WHAT THE EXERCISE ASKS
In the records below, find the lines that include the string "them" and report how many there are, nothing else.

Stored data
======
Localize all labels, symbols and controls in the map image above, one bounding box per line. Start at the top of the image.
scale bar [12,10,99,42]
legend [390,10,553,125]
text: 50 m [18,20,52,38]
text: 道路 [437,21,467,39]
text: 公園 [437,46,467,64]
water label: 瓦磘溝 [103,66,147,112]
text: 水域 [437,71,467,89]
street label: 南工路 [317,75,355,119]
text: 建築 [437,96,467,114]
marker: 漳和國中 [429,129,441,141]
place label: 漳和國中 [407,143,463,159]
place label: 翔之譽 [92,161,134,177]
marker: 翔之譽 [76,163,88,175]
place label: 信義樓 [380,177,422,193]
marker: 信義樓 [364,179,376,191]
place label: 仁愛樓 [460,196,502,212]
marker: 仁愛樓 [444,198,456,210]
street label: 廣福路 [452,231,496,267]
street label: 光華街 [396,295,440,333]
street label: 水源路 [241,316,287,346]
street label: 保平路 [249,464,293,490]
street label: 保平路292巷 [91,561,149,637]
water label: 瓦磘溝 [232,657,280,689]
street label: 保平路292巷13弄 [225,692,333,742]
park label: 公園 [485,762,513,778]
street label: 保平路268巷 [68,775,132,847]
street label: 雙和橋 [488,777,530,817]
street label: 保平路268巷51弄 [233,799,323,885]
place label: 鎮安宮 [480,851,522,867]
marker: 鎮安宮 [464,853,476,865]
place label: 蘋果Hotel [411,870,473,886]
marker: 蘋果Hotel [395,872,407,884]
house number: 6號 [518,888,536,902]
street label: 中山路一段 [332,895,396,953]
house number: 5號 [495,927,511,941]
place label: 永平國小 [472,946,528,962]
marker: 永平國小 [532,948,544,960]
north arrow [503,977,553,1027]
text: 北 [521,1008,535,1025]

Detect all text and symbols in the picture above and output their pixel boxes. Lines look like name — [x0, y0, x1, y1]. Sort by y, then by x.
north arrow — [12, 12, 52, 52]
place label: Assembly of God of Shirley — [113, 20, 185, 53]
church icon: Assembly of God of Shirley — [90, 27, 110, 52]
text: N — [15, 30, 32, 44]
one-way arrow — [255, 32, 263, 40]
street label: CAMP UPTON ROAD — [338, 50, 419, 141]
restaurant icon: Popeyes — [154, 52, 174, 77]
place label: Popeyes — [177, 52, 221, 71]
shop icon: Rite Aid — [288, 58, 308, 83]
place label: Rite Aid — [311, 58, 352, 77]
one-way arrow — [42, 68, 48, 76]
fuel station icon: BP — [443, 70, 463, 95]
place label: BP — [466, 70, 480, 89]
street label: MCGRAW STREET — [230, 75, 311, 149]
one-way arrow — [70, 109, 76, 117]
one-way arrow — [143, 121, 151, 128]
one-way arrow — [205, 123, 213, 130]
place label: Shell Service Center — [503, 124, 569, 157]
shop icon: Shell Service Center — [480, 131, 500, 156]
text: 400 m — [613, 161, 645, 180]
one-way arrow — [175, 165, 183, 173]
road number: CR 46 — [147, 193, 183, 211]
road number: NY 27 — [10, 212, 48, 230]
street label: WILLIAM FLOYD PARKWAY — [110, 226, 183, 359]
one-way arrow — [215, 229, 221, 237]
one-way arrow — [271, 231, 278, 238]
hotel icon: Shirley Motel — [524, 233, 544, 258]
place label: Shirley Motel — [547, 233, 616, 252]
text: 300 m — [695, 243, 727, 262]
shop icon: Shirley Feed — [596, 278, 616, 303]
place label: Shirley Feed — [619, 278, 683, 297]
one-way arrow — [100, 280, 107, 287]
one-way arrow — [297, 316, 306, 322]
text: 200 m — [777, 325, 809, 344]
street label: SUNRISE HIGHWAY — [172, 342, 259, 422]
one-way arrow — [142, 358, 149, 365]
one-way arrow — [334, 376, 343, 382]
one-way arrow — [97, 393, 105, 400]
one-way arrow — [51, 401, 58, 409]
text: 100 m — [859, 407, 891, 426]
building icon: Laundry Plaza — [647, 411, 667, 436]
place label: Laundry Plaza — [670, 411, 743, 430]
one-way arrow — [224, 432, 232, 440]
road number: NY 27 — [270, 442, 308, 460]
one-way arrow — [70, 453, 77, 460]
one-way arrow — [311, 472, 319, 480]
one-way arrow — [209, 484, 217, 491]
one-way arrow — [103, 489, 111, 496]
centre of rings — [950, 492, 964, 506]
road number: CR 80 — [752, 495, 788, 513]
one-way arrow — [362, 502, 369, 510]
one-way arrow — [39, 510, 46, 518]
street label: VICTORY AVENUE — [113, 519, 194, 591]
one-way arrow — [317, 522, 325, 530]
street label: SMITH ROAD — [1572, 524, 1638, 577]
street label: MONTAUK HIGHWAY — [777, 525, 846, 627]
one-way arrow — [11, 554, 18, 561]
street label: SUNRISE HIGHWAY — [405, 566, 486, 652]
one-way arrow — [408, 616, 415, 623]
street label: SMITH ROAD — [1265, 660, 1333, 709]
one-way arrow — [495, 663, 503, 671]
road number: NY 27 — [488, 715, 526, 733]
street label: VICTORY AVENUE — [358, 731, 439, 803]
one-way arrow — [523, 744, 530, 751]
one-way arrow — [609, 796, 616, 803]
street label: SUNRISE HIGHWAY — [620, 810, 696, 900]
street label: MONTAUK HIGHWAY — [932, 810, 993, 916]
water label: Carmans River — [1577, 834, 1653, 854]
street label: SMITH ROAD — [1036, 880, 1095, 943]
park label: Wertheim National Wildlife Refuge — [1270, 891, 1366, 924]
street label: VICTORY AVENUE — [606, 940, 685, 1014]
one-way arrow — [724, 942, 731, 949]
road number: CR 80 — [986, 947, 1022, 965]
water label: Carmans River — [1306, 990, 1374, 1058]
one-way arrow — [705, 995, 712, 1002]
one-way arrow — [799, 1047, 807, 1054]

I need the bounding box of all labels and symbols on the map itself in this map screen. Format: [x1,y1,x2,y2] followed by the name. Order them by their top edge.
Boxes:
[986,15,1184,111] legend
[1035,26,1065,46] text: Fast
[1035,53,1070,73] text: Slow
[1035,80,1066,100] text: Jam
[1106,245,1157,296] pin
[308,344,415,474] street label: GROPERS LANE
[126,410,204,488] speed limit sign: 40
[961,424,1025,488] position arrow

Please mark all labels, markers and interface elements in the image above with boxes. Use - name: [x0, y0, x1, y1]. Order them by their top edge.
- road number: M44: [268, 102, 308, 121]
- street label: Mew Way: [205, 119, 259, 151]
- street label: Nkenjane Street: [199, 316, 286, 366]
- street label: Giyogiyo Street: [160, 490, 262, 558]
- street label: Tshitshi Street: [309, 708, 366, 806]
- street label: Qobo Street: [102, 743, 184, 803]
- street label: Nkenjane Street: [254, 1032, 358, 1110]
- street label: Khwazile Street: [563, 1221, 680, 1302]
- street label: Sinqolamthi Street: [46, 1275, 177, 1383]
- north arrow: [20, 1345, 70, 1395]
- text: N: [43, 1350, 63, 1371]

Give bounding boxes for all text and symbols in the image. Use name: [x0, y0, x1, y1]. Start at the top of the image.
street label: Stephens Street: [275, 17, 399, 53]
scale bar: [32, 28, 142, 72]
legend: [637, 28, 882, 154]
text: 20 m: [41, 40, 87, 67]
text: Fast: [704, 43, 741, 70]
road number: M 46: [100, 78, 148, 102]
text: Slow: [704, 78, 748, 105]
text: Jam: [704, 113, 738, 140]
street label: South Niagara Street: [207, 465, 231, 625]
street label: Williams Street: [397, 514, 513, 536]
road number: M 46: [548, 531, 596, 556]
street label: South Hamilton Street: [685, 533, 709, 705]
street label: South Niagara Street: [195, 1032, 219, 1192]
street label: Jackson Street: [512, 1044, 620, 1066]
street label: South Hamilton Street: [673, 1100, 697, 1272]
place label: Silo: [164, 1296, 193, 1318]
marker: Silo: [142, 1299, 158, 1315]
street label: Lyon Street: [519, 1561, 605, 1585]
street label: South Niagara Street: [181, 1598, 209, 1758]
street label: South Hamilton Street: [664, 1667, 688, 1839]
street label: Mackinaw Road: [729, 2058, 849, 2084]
======
ANSWER TO THIS PROBLEM
2